Feeling a mood, a beat of a heart, a tap of a foot. Feeling a touching the sky, a holding the keys or a glinting of an eye. Feelings: they come and they go. Arising… falling… A painting captures a moment, never stationary, never static. Example: Each painting of the Evolution triptych is one part of a path but neither is ending or beginning or middle. The glouriousness of Illumination (III) is only labeled as III because that is the natural progression, but the display of the images is what break them out of that progression.
As an artist, when I take on this feat of creating “art”, whatever that may be, I am, one way or another, illustrating a mood, a feeling, a moment in time that will pass and, quite often while in the midst of creation, has passed already. I may feel it in moments. Perhaps if the piece took only a few moments: was a great splash of paint on the canvas, was merely a conflagration of color or shape that took an hour, that mood can be held but what I awas working towards isn’t “holding” a mood at all. Moods are fickle and, like the wind or the river, are never the same mood twice. So, to catch a wind and hold it, shape it, pause with it, understand it, listen to it, is a feat of patience and care. It is a mastery of diligence.
The art of being an artist is finding those moments, grasping them for long enough to follow them, explore them. In finding those moments: even if the painting you paint is “an expression of the dialectical balance of the war machine to the height of the nearest tree” there is a mood that underlies that (a mood that you can only decide for yourself.) Is it anger? A desire for Justice? Peace? Where does that mood come from? It may not even have a word yet but, still, it is something tangible, something you can taste it on the tip of your tongue like that last golden ray of afternoon sun or the perfect soft snowflake on a crisp winter day. Or like that heart wrenching pain of realization of a sense of abandonment as a child, the suddenness and silence that follows a gunshot. It is through this “mood exploration” that the meat of the painting can be coaxed forth and brought to it’s most realized conclusion.
I may want to paint a painting based on a vision but regardless of what that vision symbolizes, the intricate meanings within the objects presented, or what it explores theoretically, the important aspect is the underlying mood. Sometimes, I look back through my sketchbooks and I see a drawing that captures a mood, a sense of place in a certain moment of time. I could have been sitting in the woods, in a cafe, angry, excited, happy, anticipatory… I could have been anything. The funny thing is how, even now, the mood can change. So i think to msyelf: what is the mood I am after in what i want to create?

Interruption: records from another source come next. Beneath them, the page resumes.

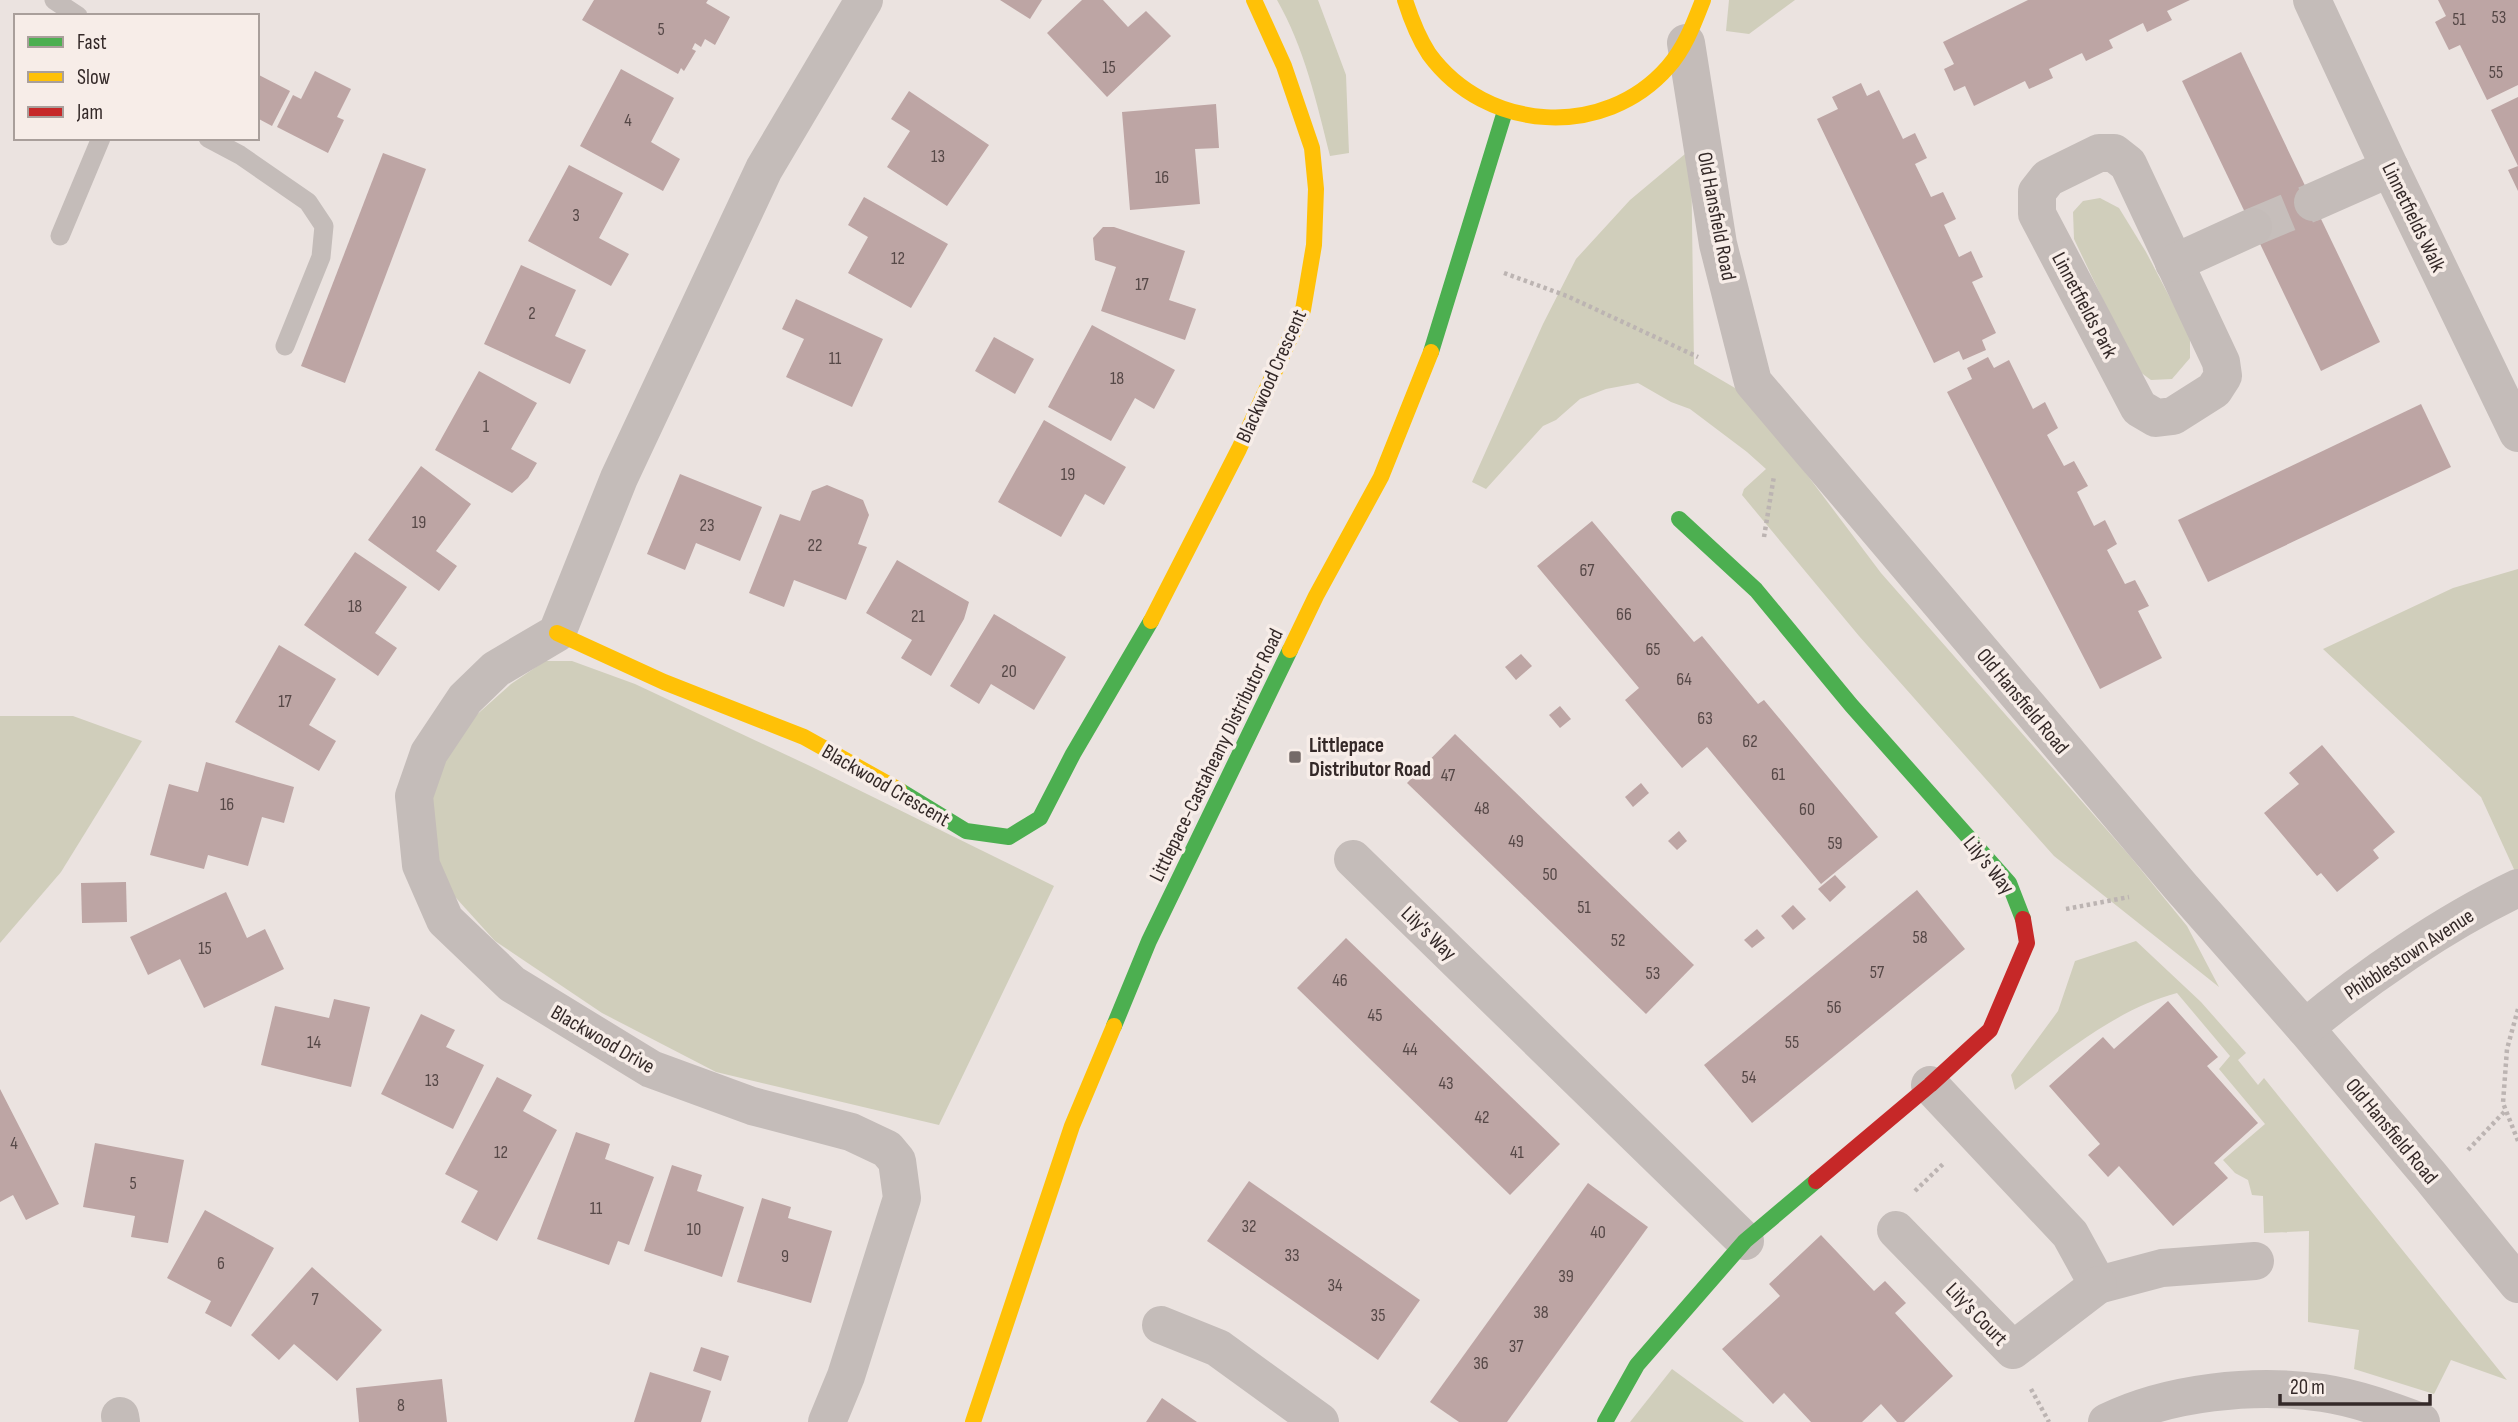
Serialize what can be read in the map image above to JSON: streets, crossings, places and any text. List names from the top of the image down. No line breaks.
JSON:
{"streets":{"street":["Old Hansfield Road","Linnetfields Walk","Linnetfields Park","Blackwood Crescent","Littlepace-Castaheany Distributor Road","Lily's Way","Phibblestown Avenue","Blackwood Drive","Lily's Court"]},"crossings":[["Old Hansfield Road","Phibblestown Avenue"],["Blackwood Crescent","Blackwood Drive"]],"places":{"transit":["Littlepace Distributor Road"]},"house_numbers":["53","51","5","15","55","4","13","16","3","12","17","2","11","18","1","19","19","23","22","67","18","66","21","65","20","64","17","63","62","61","47","16","48","60","49","59","50","51","58","52","15","57","53","46","56","45","14","55","44","54","13","43","42","4","12","41","5","11","32","10","40","33","9","6","39","34","7","38","35","37","36","8"],"legend":["Fast","Slow","Jam"],"scale_bar":"20 m"}
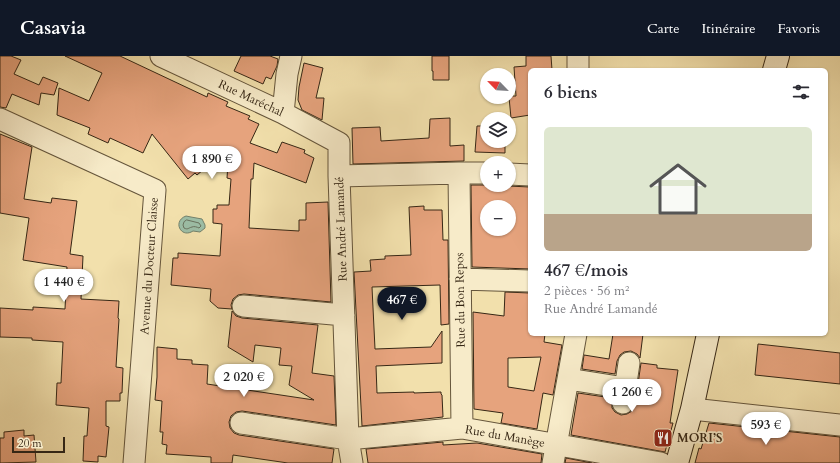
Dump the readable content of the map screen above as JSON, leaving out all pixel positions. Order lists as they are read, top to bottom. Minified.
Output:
{"streets":{"street":["Rue Maréchal","Rue André Lamandé","Avenue du Docteur Claisse","Rue du Bon Repos","Rue du Manège"]},"crossings":[["Rue Maréchal","Rue André Lamandé"],["Rue André Lamandé","Rue du Manège"],["Rue du Bon Repos","Rue du Manège"]],"places":{"restaurant":["MORI’S"]},"scale_bar":"20 m","north":"top left","page":{"header":"Casavia","nav":["Carte","Itinéraire","Favoris"],"map_buttons":["+","−"],"heading":"6 biens","list":[{"name":"467 €/mois","note":"2 pièces · 56 m² · Rue André Lamandé"}],"price":["1 890 €","1 440 €","467 €","2 020 €","1 260 €","593 €"],"scale":"20 m"}}
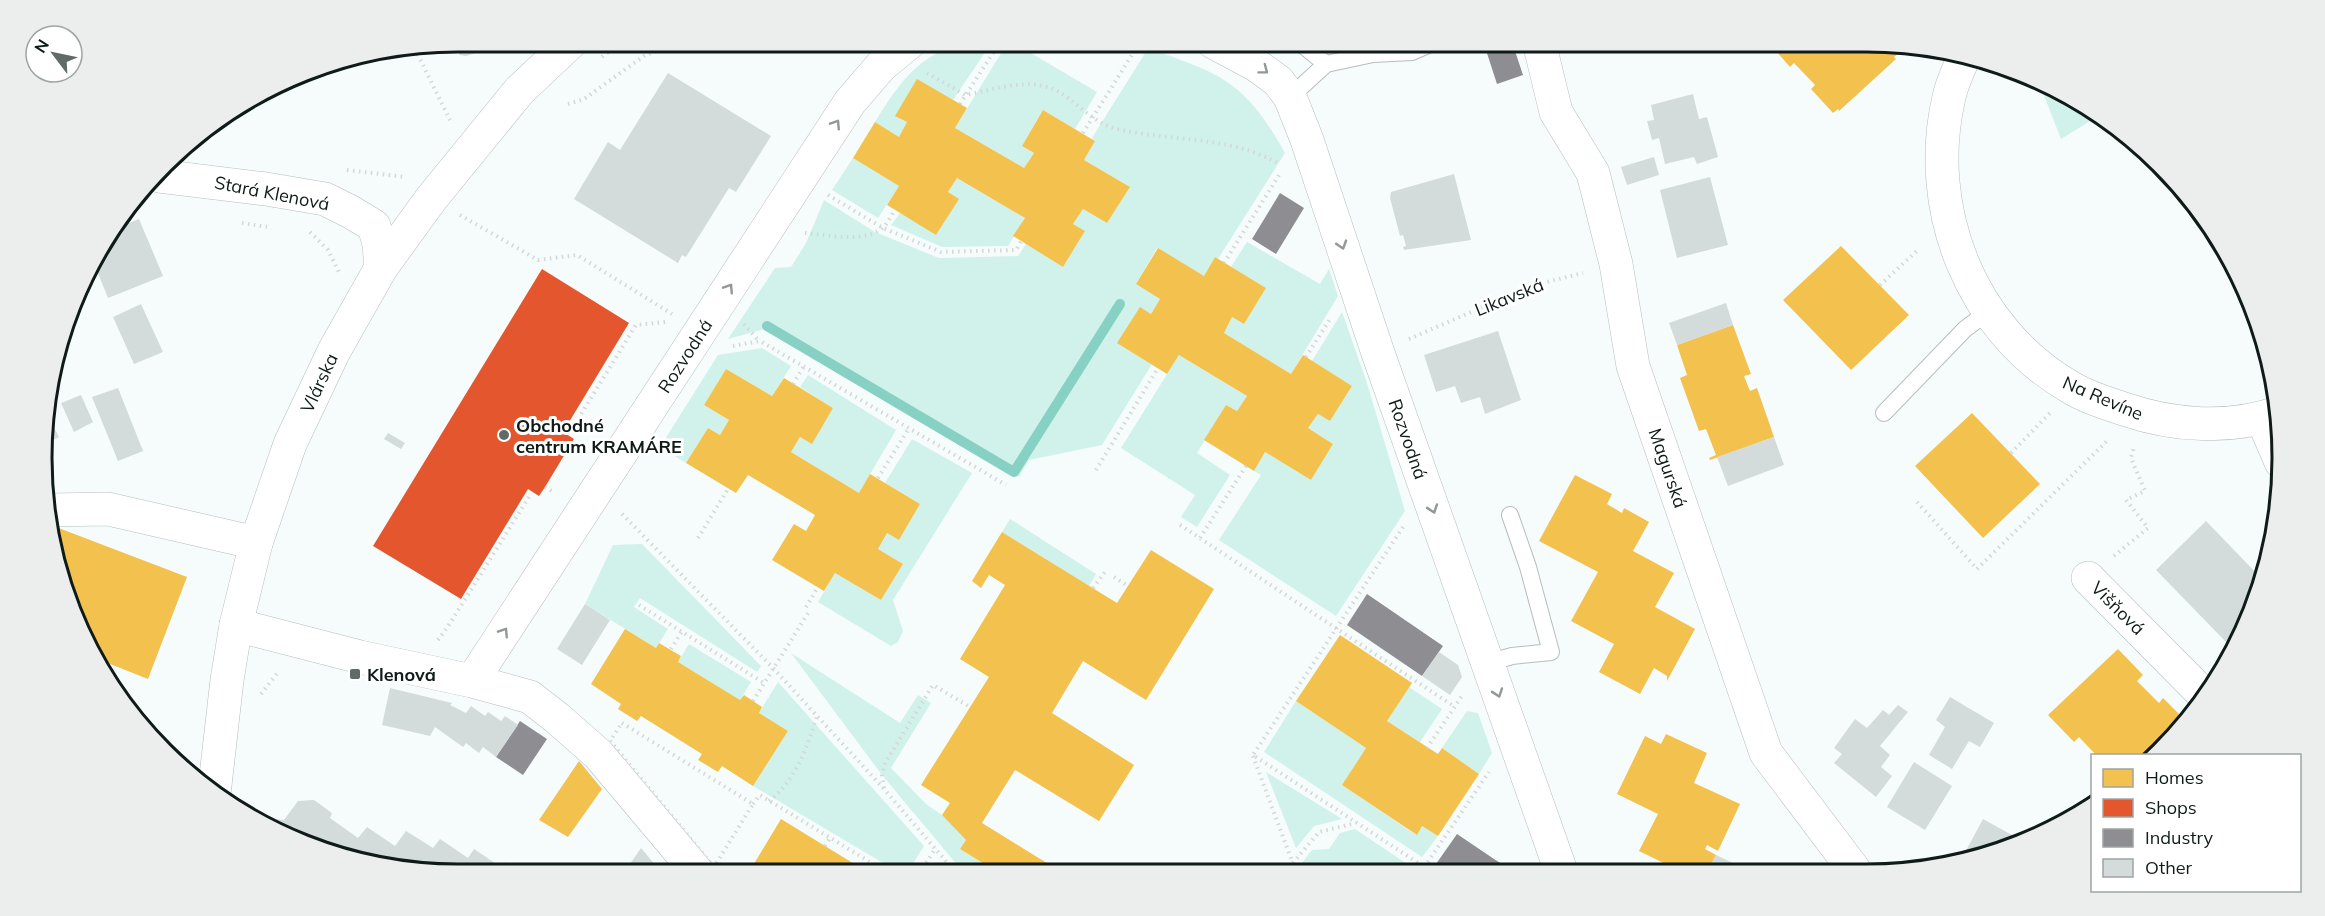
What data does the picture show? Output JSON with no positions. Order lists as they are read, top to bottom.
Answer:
{
  "streets": {
    "street": [
      "Stará Klenová",
      "Rozvodná",
      "Vlárska",
      "Na Revíne",
      "Magurská",
      "Višňová"
    ],
    "path": ["Likavská"]
  },
  "crossings": [
    ["Stará Klenová", "Vlárska"],
    ["Likavská", "Magurská"]
  ],
  "places": {
    "other": ["Obchodné centrum KRAMÁRE"],
    "transit": ["Klenová"]
  },
  "legend": [
    "Homes",
    "Shops",
    "Industry",
    "Other"
  ],
  "north": "top left"
}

Think of “mood” as the under painting of the under painting. Under the Tower of Babel is a wash of dirty gold/green/purple/brown done with a sponge and wiped and textured and pushed. It is a dirty mood setting the tone for a dirty painting. That is how the Tower of Babel makes me feel. That is the ultimate mood that I am trying to work with and explore: this thing, this Tower, this money balancing game, is a dirty thing and how can we clean it up? To look at the painting for too long conjures up a sense of revulsion in me.
Likewise, under Passage to the Infinite, there is a soft wash of a light terra cotta color that allowed for the blues to warm up. The colors were to be soft, exploratory, transparent. The mood I was going for was one of lightness and softness within the darkness, a dreamy kind of place.
Patience and awareness are required for maintaining the ability to pay attention to the mood and intention, to be able to be present with it for a long time; to be able to hold the vision and see it through to it’s conclusion. There was a quote in some book of essays I read once by David Mamet about artists bending over their tattered canvases like washer woman tending to their chores. Sometimes, after all the initial inspiration and vision, the great outpourings, there is only this space left in us and a confusion of color, unfinished forms, discordnant lines on the canvas. Here is where the work begins… We may feel inclined to leave it. To move on to something else. Why did we even begin in the first place? What will be the fully realized vision? It is, it feels, for me, imperative to my being that the vision be seen through to it’s totality, to it’s most stunning conclusion.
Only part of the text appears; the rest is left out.